◆ What this task involves: Check each line of the data below for the word "compass", then extract the ones that have it.

◆ Extracted entries:
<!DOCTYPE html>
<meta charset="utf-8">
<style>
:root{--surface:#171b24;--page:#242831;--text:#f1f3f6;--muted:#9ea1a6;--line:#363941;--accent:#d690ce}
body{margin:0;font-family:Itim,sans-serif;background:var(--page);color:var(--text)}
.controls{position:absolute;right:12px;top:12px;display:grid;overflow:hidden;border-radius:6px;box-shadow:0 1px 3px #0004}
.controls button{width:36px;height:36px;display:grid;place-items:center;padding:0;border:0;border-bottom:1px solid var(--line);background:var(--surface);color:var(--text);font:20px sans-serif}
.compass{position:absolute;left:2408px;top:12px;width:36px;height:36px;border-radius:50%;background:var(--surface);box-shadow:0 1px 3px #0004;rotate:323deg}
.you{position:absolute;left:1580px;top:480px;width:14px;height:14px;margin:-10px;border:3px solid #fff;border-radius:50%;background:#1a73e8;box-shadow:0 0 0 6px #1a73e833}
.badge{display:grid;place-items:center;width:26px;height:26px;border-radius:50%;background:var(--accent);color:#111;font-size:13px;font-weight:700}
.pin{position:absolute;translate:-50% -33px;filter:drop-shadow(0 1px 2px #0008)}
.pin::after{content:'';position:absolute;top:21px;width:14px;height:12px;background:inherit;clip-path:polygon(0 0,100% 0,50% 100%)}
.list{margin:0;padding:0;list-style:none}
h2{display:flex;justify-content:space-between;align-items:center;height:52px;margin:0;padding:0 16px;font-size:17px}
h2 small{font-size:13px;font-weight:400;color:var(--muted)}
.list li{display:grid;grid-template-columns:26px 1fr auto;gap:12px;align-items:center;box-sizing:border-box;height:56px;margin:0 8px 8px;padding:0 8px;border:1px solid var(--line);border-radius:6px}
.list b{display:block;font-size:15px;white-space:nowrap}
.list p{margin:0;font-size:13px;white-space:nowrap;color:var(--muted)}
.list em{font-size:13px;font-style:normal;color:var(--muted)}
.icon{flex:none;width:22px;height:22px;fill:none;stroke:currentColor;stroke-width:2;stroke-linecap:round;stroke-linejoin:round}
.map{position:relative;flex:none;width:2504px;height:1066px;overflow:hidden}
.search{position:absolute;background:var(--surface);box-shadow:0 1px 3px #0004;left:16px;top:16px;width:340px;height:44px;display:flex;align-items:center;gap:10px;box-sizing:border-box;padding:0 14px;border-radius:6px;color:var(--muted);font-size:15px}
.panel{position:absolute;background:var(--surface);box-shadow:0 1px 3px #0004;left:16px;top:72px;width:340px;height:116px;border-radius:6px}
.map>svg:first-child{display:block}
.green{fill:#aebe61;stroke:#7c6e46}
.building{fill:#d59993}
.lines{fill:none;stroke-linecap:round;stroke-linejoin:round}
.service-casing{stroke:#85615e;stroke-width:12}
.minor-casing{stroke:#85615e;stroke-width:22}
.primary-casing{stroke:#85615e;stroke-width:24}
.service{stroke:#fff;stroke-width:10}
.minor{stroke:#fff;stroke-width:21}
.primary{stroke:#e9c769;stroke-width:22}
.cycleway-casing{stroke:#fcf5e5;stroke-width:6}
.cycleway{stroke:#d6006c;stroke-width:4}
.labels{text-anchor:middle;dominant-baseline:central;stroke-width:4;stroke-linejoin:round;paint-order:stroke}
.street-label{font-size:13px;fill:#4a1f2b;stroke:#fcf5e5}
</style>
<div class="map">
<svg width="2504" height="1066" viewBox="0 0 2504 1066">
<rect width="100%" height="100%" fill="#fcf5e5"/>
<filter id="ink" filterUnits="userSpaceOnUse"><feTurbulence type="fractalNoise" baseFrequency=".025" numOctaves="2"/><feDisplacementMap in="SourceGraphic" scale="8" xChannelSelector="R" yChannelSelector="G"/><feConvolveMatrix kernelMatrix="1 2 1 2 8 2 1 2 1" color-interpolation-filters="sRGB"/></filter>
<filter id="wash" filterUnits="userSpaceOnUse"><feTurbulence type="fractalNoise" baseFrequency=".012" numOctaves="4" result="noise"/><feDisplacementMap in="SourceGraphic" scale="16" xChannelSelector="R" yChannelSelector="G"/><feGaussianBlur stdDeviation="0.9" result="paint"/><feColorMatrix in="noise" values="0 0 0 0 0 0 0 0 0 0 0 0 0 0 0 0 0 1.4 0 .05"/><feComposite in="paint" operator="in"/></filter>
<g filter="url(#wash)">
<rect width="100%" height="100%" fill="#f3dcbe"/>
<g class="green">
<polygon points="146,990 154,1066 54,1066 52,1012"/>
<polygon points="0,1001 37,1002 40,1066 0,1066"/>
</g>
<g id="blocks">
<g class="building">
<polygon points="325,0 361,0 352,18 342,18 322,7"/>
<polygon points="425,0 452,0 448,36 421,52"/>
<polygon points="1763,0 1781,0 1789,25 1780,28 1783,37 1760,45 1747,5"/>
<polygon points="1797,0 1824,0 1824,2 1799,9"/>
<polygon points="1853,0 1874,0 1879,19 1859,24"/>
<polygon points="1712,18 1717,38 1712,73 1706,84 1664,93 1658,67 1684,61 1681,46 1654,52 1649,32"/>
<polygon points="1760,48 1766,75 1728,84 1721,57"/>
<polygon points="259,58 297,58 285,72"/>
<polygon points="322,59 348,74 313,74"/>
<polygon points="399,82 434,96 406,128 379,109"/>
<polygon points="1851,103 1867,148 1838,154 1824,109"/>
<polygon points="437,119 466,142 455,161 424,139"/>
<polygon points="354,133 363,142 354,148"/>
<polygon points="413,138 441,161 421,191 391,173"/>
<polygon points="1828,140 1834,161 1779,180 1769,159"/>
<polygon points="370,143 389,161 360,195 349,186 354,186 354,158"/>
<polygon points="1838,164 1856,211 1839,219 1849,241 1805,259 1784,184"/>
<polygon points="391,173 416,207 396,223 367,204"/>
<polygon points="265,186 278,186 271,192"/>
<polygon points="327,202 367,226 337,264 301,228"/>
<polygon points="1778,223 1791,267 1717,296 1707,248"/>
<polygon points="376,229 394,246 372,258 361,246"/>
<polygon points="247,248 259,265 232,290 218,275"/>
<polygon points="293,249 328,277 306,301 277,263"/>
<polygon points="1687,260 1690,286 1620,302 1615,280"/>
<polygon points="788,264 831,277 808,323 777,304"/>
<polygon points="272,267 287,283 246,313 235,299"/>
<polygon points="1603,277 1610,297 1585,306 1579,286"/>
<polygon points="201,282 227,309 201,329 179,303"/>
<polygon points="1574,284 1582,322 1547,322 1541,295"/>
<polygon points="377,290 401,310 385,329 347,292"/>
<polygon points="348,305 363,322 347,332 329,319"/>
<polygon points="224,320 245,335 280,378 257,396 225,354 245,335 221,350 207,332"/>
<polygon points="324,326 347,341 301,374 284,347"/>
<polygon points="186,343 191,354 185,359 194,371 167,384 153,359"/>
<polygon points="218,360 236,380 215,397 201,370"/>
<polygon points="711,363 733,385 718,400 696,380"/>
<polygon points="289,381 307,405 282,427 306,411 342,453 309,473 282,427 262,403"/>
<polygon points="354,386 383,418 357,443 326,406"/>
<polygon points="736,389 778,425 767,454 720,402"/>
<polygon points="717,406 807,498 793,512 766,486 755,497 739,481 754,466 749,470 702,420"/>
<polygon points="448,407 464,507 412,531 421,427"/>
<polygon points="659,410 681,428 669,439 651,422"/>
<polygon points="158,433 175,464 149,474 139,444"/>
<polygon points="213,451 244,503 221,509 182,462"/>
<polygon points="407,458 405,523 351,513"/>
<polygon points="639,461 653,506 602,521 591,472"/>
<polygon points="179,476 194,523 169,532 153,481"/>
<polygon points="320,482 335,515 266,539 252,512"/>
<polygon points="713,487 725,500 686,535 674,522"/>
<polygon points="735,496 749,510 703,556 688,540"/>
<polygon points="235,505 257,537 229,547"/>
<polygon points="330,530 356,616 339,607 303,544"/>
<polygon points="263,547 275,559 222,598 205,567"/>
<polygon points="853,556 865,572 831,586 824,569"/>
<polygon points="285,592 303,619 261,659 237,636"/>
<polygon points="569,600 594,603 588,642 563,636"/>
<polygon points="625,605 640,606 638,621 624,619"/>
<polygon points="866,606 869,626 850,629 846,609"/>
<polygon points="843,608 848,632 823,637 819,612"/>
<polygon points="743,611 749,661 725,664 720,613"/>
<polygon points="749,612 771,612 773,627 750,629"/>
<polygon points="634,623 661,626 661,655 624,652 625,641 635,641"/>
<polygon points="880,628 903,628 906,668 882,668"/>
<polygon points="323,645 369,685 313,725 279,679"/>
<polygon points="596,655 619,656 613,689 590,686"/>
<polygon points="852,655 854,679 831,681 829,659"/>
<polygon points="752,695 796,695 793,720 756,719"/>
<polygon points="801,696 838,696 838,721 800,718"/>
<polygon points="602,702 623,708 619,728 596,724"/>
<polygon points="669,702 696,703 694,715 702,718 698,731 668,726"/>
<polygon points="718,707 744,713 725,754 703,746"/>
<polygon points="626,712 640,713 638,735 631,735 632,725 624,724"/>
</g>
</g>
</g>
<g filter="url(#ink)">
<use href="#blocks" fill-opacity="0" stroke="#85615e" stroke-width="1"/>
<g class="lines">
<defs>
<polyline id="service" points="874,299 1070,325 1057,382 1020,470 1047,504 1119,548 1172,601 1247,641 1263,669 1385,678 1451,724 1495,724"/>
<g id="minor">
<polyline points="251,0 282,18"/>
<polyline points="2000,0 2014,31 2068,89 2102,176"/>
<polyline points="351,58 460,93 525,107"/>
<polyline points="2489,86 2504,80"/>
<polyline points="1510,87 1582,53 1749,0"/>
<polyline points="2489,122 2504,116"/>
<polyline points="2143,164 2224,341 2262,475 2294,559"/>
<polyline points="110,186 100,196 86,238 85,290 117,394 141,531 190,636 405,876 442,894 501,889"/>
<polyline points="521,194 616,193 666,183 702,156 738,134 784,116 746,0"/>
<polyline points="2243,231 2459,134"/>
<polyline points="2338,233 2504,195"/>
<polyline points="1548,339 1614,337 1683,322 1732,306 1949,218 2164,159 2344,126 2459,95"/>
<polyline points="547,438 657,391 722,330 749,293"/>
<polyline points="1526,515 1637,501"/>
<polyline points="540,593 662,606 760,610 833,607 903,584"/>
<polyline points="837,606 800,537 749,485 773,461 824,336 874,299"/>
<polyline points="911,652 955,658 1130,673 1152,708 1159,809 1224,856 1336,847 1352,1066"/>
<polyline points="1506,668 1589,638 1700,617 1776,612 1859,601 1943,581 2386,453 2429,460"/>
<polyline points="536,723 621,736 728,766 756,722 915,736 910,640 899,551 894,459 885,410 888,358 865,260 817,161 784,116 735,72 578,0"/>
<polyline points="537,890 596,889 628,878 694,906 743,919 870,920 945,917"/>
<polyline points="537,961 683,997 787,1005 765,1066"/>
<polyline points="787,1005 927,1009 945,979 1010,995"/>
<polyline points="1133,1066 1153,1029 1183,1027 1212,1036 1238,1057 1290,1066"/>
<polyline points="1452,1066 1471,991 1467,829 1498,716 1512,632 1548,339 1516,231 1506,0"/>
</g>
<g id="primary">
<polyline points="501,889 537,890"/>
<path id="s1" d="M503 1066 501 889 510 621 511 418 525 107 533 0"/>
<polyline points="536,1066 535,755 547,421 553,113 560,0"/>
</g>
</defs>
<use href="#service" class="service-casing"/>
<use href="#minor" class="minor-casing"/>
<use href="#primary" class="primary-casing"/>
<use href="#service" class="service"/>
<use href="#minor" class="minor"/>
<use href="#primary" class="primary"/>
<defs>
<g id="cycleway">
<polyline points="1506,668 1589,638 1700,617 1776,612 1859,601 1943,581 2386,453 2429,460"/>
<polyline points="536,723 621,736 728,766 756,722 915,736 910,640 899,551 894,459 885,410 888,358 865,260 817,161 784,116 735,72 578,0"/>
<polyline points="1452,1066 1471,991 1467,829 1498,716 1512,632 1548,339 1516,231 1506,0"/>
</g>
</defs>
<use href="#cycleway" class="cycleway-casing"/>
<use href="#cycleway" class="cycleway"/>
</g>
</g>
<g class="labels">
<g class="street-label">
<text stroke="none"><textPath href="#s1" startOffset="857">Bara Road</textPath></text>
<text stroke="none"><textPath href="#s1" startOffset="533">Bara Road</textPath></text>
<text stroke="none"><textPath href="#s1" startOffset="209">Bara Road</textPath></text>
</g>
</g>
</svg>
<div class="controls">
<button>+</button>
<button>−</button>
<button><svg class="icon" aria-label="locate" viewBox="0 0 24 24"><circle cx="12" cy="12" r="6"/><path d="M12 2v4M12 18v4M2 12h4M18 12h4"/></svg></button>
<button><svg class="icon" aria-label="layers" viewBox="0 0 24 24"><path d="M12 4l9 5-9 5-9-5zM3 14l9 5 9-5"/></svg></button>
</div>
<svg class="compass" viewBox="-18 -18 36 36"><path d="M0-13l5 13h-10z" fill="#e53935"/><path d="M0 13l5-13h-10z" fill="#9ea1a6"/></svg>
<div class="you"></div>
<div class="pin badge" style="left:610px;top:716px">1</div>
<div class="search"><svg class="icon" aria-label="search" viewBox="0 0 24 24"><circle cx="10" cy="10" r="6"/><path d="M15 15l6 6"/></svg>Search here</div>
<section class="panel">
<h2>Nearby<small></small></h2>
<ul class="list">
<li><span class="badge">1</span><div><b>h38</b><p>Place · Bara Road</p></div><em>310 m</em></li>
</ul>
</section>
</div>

◆ The answer:
.compass{position:absolute;left:2408px;top:12px;width:36px;height:36px;border-radius:50%;background:var(--surface);box-shadow:0 1px 3px #0004;rotate:323deg}
<svg class="compass" viewBox="-18 -18 36 36"><path d="M0-13l5 13h-10z" fill="#e53935"/><path d="M0 13l5-13h-10z" fill="#9ea1a6"/></svg>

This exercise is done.